Senin, 12 Desember 2022
HARIANHALUAN.COM – Protes keras Bupati Kabupaten Meranti mengenai Dana Bagi Hasil ke Daerah untuk penghasil minyak bumi dan gas menyita perhatian publik.
Bupati Meranti, Muhammad Adil menganggap pemerintah pusat mengambil minyak dari daerahnya, tetapi Kabupaten Meranti hanya mendapatkan keuntungan kecil dari Dana Bagi Hasil yang dianggarkan oleh Pemerintah Pusat.
Pernyataan keras Bupati Meranti itu direspon oleh pakar kebijakan publik, Achmad Nur Hidayat dalam forum Jangan Salah Arah yang ditayangkan melalui akun Youtube pribadinya, Senin 12 Desember 2022.
“Ini protes sepertinya sudah sampai ubun-ubun gitu ya, bahwa daerah merasa pembagian keuangan antara pusat dan daerah, khususnya daerah penghasil minyak itu tidak adil,” Ucap Acmad Nur.
Ia juga menilai hal yang dirasakan oleh Bupati Meranti tersebut juga dirasakan oleh daerah-daerah yang merupakan penghasil minyak bumi dan gas.
Protes keras tersebut tidak terlepas dari ditetapkannya Undang-Undang mengenai Hubungan Keuangan Pusat dan Daerah (HKPD) yang mengatur salah satunya Dana Bagi Hasil Minyak Bumi dan Gas.
Dalam Aturan tersebut ditetapkan bahwasanya keuntungan dari minyak bumi dan gas itu dialokasikan sebesar 85 persen untuk pusat sedangkan 15 persen untuk daerah.
“Undang-undang Hubungan Keuangan Pusat dan Daerah ini akan menjadi satu persoalan di kemudian, dan ternyata di akhir Desember ini, di bulan akhir ini, itu kelihat,” sebutnya.
Dalam aturan tersebut juga dijelaskan bahwa 15 persen dari keuntungan tersebut tidak hanya untuk daerah penghasil.
Namun 15 persen tersebut juga dibagi ke daerah-daerah di sekitar dan ke Provinsi, sehingga persentasenya lebih kecil lagi.
“Tetapi memang dalam perhitungan ini, dalam undang-undang ini no 1 tahun 2022 ini terkesan tidak adil,” ucapnya.
“Kenapa?
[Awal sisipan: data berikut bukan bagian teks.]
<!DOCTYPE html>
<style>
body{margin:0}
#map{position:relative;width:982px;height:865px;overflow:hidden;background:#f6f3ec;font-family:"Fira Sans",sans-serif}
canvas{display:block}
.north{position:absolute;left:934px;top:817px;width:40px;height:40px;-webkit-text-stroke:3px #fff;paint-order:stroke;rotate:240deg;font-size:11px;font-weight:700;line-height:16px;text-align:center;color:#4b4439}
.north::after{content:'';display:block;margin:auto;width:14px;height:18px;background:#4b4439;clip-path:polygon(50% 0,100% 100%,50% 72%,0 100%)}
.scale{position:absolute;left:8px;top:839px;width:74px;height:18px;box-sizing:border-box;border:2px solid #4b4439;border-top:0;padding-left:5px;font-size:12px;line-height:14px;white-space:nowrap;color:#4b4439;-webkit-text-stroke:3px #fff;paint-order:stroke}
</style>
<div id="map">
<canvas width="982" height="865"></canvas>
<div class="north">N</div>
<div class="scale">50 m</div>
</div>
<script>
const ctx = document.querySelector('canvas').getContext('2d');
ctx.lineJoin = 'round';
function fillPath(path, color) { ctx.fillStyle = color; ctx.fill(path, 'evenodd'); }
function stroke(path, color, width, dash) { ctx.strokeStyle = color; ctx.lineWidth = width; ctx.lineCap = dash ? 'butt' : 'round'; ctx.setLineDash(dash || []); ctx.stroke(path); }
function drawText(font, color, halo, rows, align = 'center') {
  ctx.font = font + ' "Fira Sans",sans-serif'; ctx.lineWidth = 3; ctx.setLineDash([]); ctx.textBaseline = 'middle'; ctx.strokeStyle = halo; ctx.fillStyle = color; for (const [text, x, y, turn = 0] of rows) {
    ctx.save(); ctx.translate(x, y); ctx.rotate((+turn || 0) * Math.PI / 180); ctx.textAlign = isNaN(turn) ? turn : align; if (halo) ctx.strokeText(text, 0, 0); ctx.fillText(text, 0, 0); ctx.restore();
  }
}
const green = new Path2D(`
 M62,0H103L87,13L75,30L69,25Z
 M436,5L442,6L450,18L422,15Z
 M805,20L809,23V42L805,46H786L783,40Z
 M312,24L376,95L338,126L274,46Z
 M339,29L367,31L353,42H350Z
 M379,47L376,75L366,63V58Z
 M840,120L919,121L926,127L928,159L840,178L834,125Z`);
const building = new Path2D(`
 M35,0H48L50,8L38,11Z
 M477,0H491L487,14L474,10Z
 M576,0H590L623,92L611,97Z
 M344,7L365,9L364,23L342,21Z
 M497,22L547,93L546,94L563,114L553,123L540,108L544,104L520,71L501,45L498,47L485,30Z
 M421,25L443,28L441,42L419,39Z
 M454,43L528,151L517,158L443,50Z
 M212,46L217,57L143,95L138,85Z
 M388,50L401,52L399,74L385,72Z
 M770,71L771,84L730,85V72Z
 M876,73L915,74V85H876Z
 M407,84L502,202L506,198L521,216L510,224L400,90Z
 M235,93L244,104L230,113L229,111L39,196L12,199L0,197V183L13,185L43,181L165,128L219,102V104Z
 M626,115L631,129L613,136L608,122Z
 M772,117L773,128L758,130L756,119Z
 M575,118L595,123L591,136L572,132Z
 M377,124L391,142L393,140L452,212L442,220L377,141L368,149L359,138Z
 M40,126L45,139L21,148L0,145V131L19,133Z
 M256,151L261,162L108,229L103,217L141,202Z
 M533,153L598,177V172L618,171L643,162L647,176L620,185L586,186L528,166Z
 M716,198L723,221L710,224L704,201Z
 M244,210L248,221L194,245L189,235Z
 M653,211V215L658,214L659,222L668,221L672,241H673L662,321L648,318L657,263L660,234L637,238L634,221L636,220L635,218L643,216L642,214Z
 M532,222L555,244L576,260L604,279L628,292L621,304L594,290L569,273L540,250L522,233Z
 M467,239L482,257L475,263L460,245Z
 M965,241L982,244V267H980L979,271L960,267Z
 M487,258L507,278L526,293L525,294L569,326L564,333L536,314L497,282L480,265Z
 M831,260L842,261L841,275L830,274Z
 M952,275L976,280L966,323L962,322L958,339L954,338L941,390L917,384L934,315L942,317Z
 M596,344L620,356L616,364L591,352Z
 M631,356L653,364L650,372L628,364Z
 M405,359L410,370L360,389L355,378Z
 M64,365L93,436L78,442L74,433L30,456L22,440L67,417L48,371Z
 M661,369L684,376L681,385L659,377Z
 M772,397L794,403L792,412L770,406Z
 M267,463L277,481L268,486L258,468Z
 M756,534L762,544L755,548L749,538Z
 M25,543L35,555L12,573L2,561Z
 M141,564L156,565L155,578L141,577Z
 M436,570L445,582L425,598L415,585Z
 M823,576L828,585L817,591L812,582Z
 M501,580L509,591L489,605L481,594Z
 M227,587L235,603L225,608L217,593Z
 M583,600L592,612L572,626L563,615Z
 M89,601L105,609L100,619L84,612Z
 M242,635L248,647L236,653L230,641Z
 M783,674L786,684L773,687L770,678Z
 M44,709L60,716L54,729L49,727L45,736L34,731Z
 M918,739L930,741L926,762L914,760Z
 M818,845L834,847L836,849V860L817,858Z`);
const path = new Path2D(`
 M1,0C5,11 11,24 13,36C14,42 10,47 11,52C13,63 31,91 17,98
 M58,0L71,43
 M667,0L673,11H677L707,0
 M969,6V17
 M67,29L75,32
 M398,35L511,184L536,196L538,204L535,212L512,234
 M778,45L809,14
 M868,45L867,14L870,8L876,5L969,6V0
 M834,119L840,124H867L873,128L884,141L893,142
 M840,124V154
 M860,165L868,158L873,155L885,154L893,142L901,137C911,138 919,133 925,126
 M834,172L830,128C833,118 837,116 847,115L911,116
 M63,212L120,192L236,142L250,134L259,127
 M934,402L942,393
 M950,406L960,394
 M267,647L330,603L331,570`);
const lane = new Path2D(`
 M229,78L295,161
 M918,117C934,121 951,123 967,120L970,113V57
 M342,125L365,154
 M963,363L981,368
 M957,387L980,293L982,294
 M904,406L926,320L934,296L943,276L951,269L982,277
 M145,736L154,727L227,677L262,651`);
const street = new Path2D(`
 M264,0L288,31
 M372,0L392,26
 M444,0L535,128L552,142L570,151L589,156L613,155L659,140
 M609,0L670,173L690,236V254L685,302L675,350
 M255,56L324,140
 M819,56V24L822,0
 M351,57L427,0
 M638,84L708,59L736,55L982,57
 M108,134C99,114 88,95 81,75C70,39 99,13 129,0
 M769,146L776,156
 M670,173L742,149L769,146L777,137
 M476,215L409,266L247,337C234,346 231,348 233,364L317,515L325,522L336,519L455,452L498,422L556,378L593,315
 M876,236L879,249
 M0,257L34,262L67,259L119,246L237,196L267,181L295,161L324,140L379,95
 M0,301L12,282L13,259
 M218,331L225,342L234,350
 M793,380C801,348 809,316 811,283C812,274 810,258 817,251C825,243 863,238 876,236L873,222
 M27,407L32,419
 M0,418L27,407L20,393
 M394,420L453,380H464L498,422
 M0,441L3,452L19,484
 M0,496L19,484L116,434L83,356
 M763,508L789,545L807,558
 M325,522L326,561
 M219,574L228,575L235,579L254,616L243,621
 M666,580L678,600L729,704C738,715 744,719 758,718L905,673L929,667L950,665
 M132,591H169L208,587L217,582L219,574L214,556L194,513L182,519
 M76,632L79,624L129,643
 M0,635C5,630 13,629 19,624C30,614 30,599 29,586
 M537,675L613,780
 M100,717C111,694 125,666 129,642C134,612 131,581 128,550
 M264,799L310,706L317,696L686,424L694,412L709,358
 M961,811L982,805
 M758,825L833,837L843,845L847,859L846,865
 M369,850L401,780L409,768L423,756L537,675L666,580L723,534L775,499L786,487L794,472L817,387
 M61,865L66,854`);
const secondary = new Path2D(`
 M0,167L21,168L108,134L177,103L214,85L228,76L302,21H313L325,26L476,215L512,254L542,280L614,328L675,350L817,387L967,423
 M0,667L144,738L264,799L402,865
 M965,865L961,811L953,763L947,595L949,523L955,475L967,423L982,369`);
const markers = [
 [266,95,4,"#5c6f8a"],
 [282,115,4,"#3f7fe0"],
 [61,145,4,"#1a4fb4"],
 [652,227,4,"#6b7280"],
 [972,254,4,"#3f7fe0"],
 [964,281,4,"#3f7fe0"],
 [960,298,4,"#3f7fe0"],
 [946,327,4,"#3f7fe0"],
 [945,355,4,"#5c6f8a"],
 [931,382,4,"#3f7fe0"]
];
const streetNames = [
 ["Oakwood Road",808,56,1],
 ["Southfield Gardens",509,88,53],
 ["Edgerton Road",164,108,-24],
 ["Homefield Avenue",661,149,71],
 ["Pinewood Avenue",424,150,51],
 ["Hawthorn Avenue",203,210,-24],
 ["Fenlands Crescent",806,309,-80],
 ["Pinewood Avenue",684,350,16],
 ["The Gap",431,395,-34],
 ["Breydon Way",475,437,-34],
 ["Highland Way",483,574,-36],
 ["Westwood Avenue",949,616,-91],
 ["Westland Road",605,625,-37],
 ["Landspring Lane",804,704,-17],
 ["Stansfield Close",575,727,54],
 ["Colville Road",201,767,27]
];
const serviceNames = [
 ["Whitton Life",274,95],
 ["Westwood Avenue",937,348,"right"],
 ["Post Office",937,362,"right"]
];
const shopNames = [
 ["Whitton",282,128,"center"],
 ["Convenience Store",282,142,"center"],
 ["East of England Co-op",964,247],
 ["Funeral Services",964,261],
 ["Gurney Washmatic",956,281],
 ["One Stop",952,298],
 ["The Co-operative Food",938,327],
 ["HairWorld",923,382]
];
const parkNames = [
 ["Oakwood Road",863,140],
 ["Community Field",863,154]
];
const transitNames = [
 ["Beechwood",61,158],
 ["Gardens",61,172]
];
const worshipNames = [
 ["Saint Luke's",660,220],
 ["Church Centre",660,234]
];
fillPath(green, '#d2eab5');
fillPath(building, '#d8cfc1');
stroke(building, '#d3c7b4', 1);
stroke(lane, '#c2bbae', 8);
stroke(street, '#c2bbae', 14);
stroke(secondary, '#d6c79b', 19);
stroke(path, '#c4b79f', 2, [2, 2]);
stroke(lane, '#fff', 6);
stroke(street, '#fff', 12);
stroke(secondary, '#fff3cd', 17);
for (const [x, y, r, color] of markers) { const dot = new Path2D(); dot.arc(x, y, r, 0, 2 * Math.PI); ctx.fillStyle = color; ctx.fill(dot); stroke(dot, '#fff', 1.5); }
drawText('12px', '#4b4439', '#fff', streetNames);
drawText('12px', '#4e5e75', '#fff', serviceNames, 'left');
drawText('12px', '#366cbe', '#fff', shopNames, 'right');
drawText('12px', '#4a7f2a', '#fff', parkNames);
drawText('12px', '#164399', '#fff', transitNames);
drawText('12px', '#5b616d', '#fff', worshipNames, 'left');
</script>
Karena daerah minyak yang dikeruk hasil minyak dan gas nya, itu sebenarnyakan punya resiko yang lebih besar dibandingkan dengan daerah yang tidak punya minyak,” tambahnya.
Dalam pemaparannya ia juga menyampaikan bahwasanya 85 persen untuk pemerintah pusat itu sangat besar sekali.
Hal tersebut harus dipertimbangkan kembali meskipun narasi dari kementerian keuangan mengatakan bahwa dana yang diterima pemerintah pusat tersebut akan dikembalikan ke daerah dalam bentuk dana daerah dan sebagainya.
Namun ia menekankan untuk daerah penghasil minyak dan gas itu harus dipertimbangkan kembali.
“Saya kira Undang-Undang No 1 Tahun 2022 tentang Hubungan Keuangan Pusat dan Daerah ini perlu direvisi karena jumlah 85 persen itu cukup besar,” ucap Achmad Nur
Selain itu ia juga mengingatkan untuk lebih memperhatikan kesejahteran masyarakat di daerah penghasil minyak bumi tersebut, terlebih memperhatikan angka kemiskinannya.
Jika masih ada angka kemiskinan ekstrim di daerah tersebut itu sama saja ada kesan bahwa pemerintah di jakarta ini terkesan kolonial.
“Ada angka kemiskinan ekstrem, itukan sama saja ada kesan bahwa pemerintah di jakarta ini adalah pemerintah kolonial, menghisap kekayaan di daerah dibawa ke pusat, kemudian di pusat digunakan untuk pembangunan sementara di daerah tersebut ditinggalkan,” ungkapnya.